:: Task to complete ::
The data below is to be written out exactly, with no pictures.

:: Entries shown ::
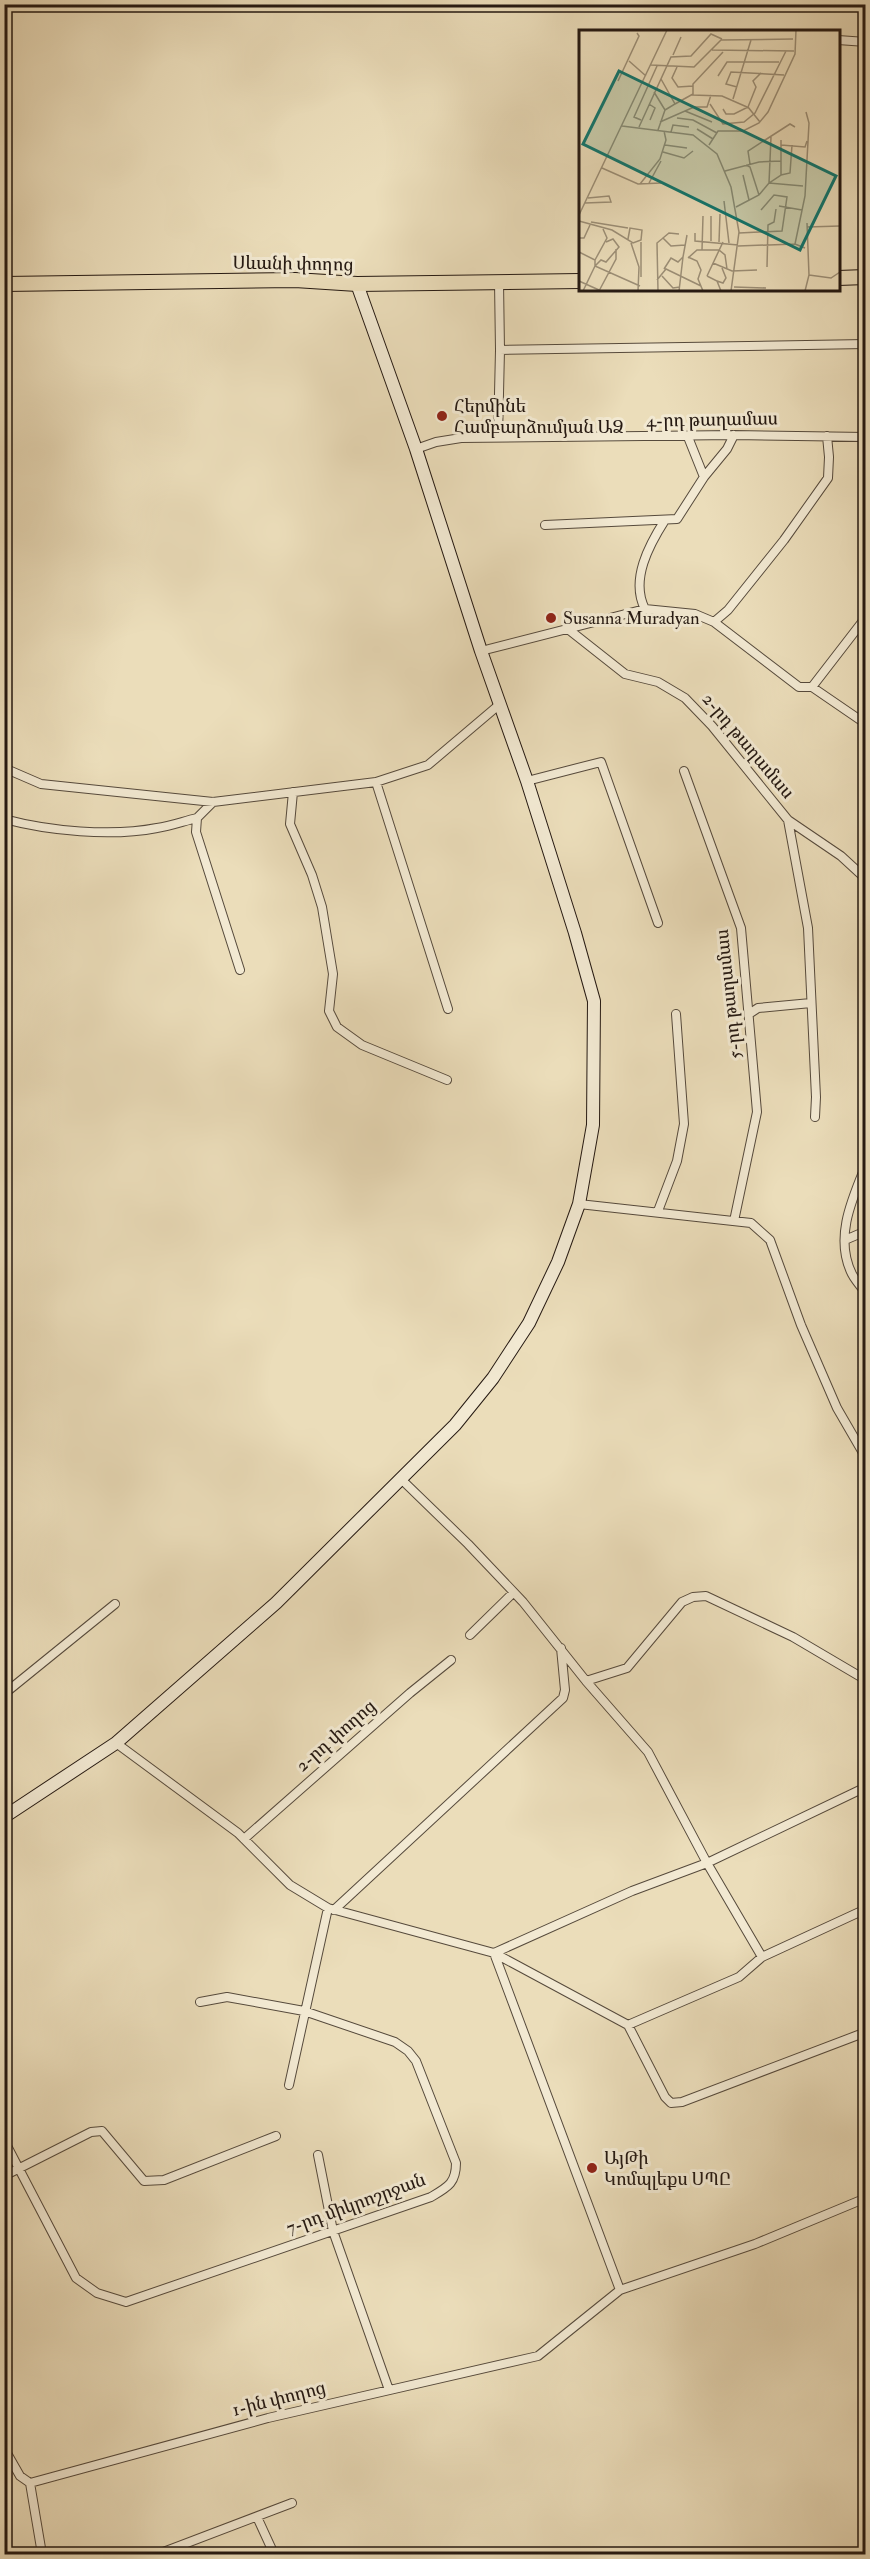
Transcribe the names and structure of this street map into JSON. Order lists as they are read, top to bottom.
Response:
{
  "streets": {
    "main road": ["Սևանի փողոց"],
    "street": [
      "4-րդ թաղամաս",
      "2-րդ թաղամաս",
      "5-րդ թաղամաս",
      "2-րդ փողոց",
      "7-րդ միկրոշրջան",
      "1-ին փողոց"
    ]
  },
  "places": ["Հերմինե Համբարձումյան ԱՁ", "Susanna Muradyan", "ԱյԹի Կոմպլեքս ՍՊԸ"]
}
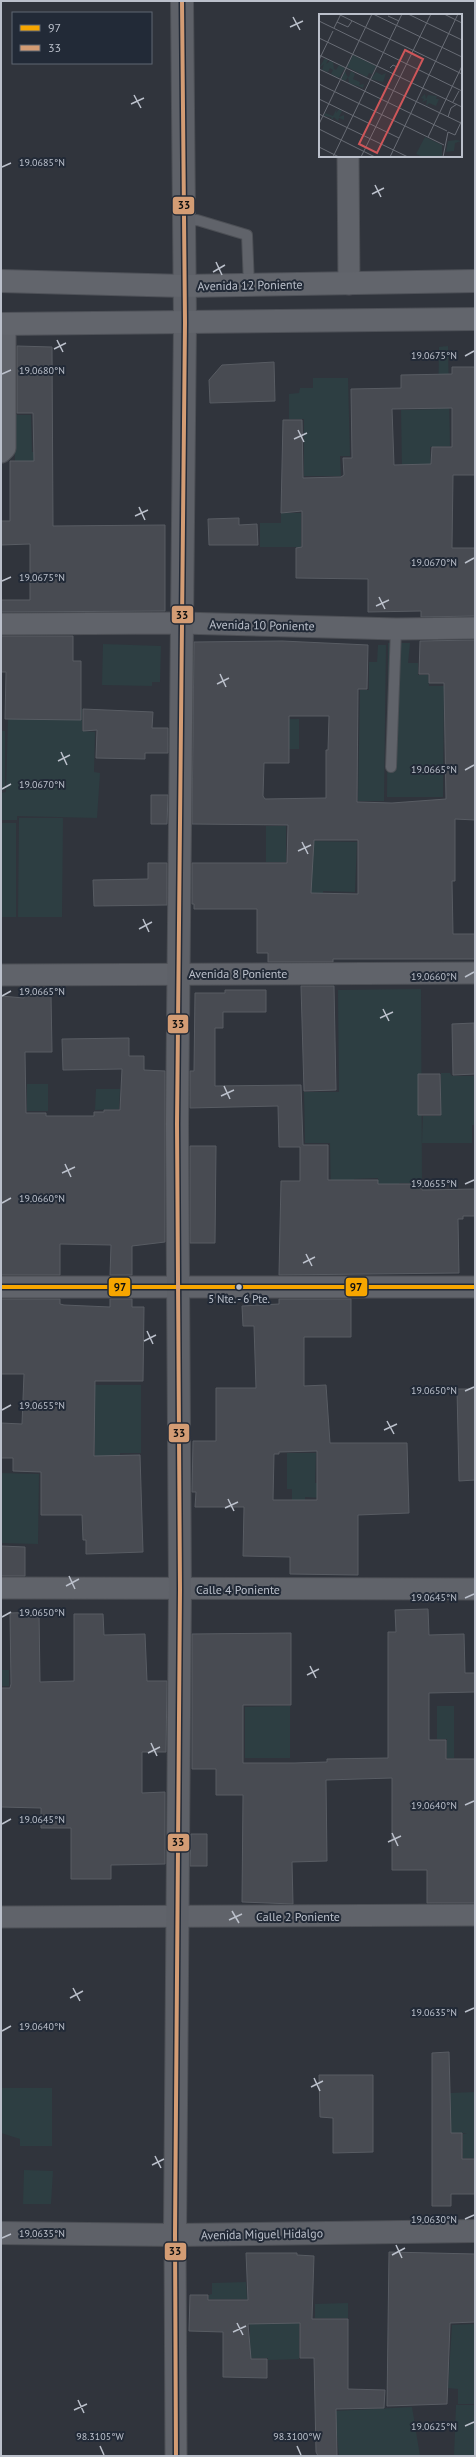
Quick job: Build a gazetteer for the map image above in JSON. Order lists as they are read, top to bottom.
{
  "streets": {
    "main road": ["Avenida 12 Poniente"],
    "street": [
      "Avenida 10 Poniente",
      "Avenida 8 Poniente",
      "Calle 4 Poniente",
      "Calle 2 Poniente",
      "Avenida Miguel Hidalgo"
    ]
  },
  "places": ["5 Nte. - 6 Pte."],
  "lines": ["transit line 33", "transit line 97"],
  "legend": ["97", "33"],
  "coordinates": [
    "19.0685°N",
    "19.0675°N",
    "19.0680°N",
    "19.0670°N",
    "19.0665°N",
    "19.0660°N",
    "19.0655°N",
    "19.0650°N",
    "19.0645°N",
    "19.0640°N",
    "19.0635°N",
    "19.0630°N",
    "19.0625°N",
    "98.3105°W",
    "98.3100°W"
  ]
}
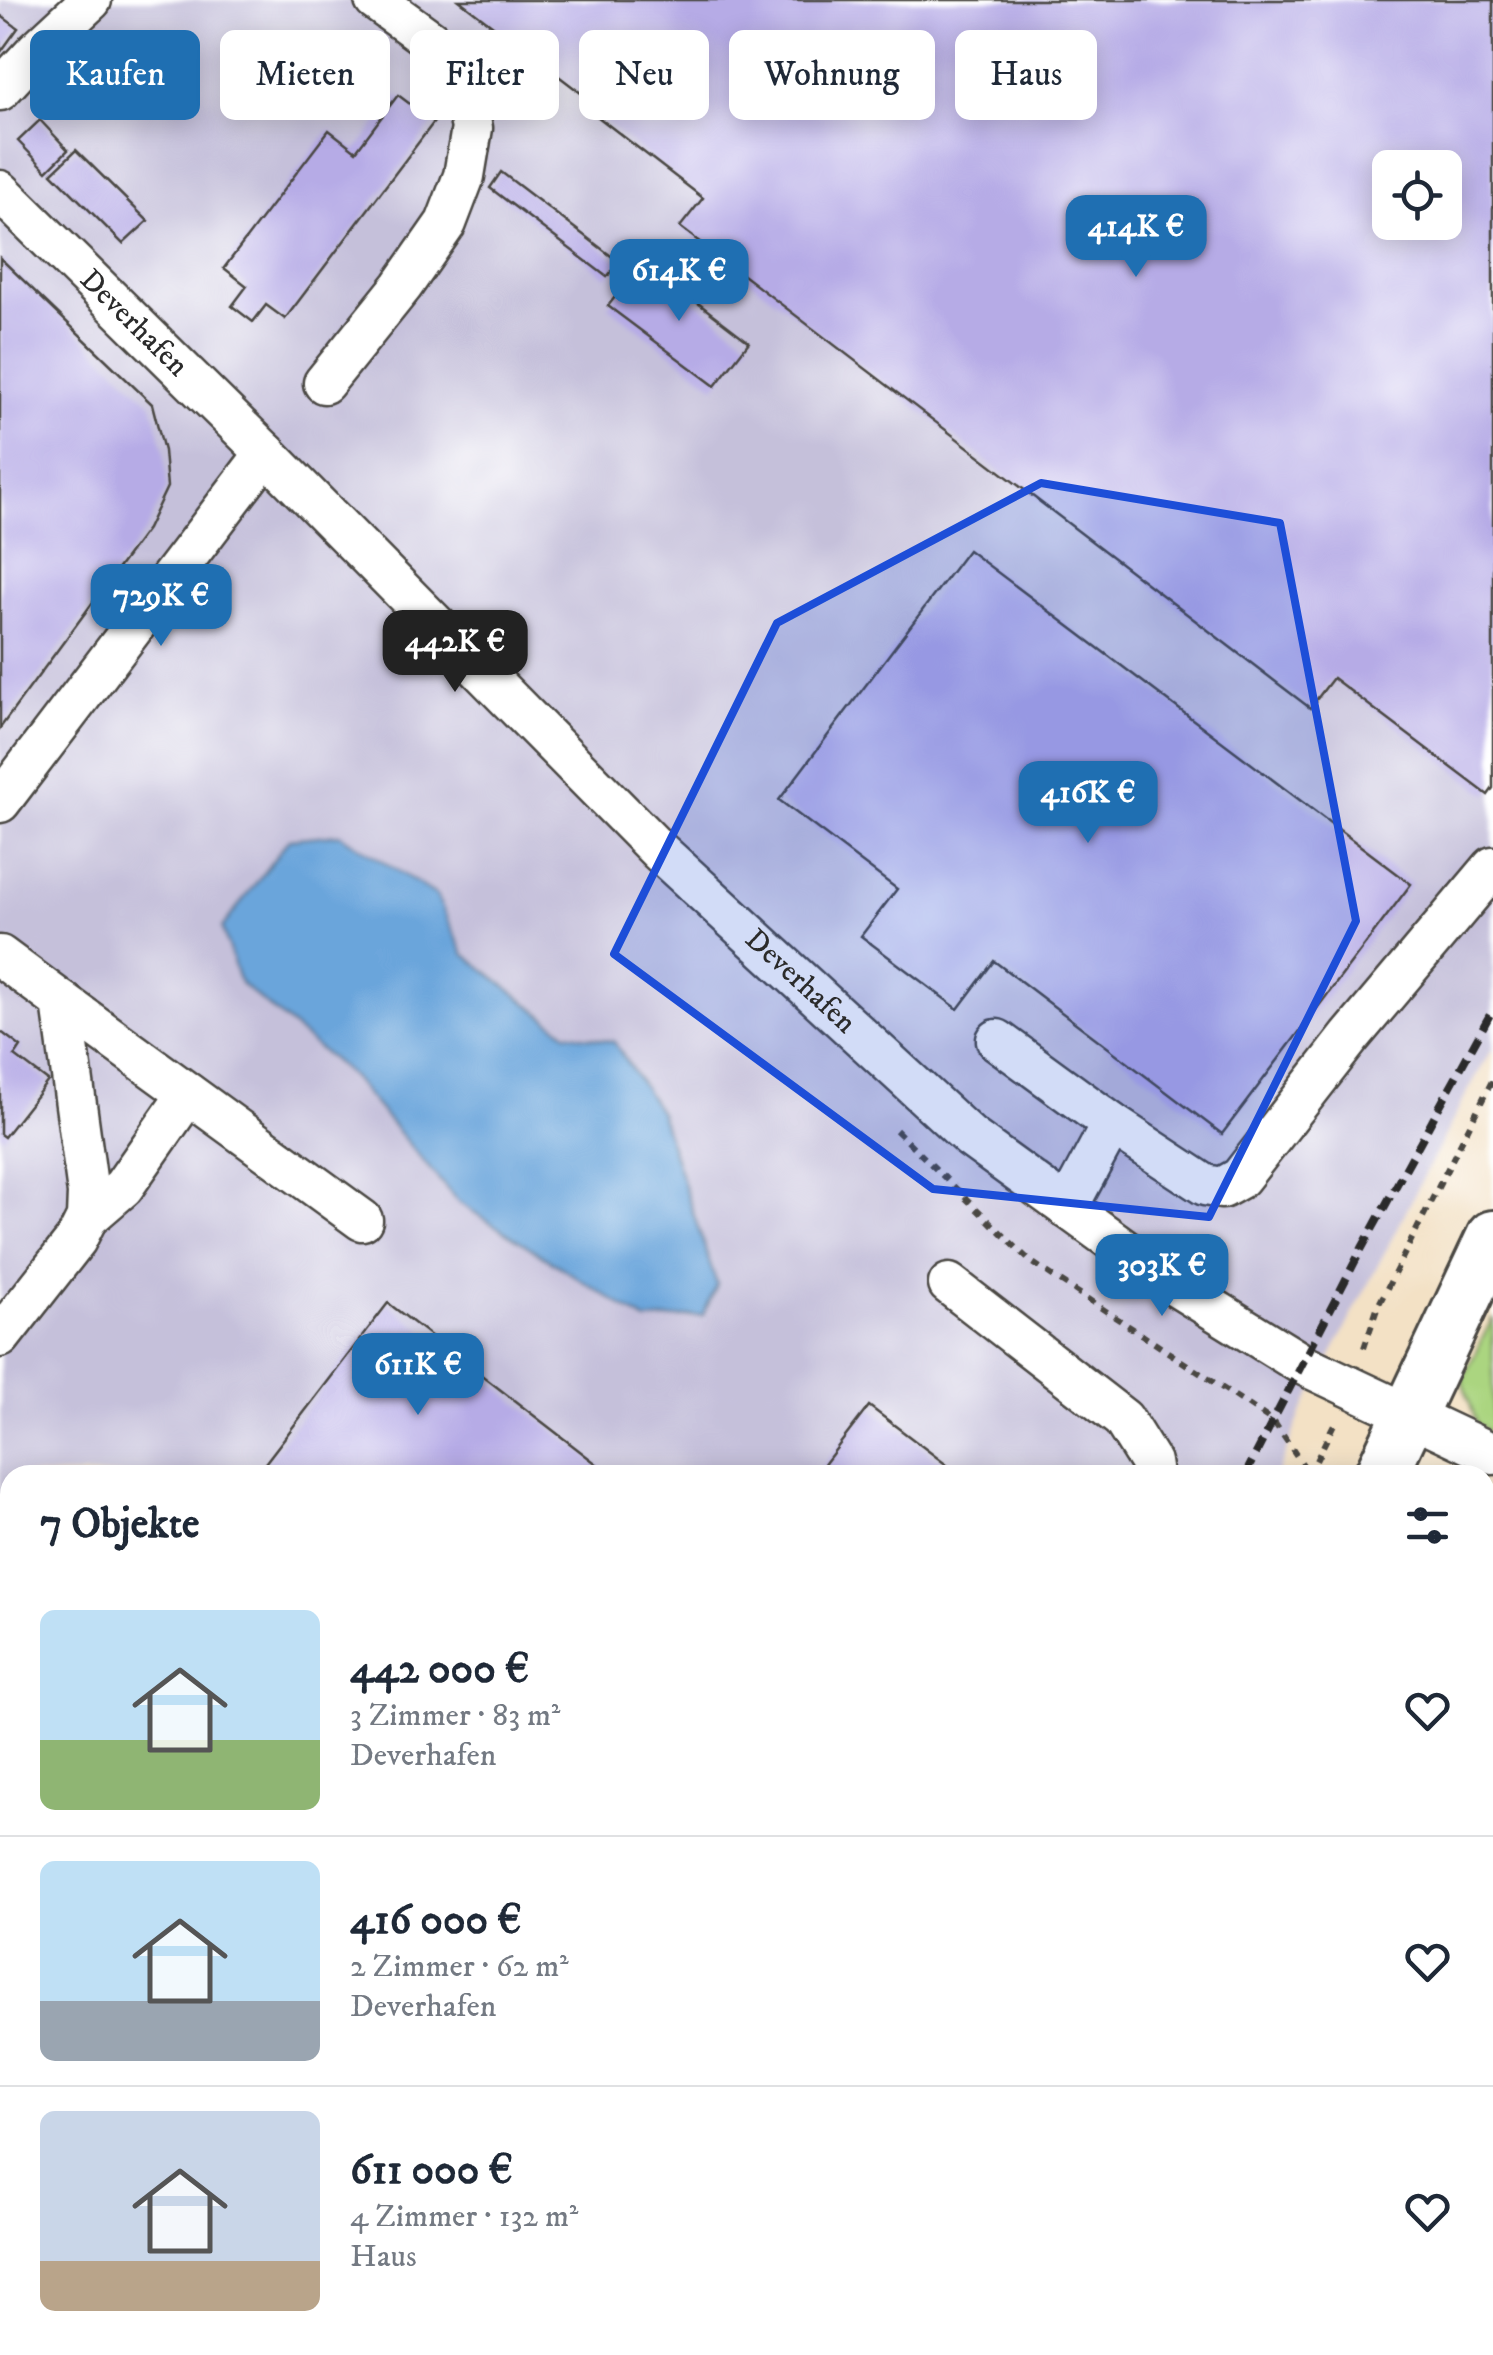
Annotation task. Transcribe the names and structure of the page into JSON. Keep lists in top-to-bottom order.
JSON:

:: Reply ::
Transcribe the names and structure of this street map into JSON. Order lists as they are read, top to bottom.
Response:
{
  "streets": {
    "main road": ["Սևանի փողոց"],
    "street": [
      "4-րդ թաղամաս",
      "2-րդ թաղամաս",
      "5-րդ թաղամաս",
      "2-րդ փողոց",
      "7-րդ միկրոշրջան",
      "1-ին փողոց"
    ]
  },
  "places": ["Հերմինե Համբարձումյան ԱՁ", "Susanna Muradyan", "ԱյԹի Կոմպլեքս ՍՊԸ"]
}
Quick job: Build a gazetteer for the map image above in JSON. Order lists as they are read, top to bottom.
{
  "streets": {
    "main road": ["Avenida 12 Poniente"],
    "street": [
      "Avenida 10 Poniente",
      "Avenida 8 Poniente",
      "Calle 4 Poniente",
      "Calle 2 Poniente",
      "Avenida Miguel Hidalgo"
    ]
  },
  "places": ["5 Nte. - 6 Pte."],
  "lines": ["transit line 33", "transit line 97"],
  "legend": ["97", "33"],
  "coordinates": [
    "19.0685°N",
    "19.0675°N",
    "19.0680°N",
    "19.0670°N",
    "19.0665°N",
    "19.0660°N",
    "19.0655°N",
    "19.0650°N",
    "19.0645°N",
    "19.0640°N",
    "19.0635°N",
    "19.0630°N",
    "19.0625°N",
    "98.3105°W",
    "98.3100°W"
  ]
}
Annotation task. Transcribe the names and structure of the page into JSON. Keep lists in top-to-bottom order.
JSON:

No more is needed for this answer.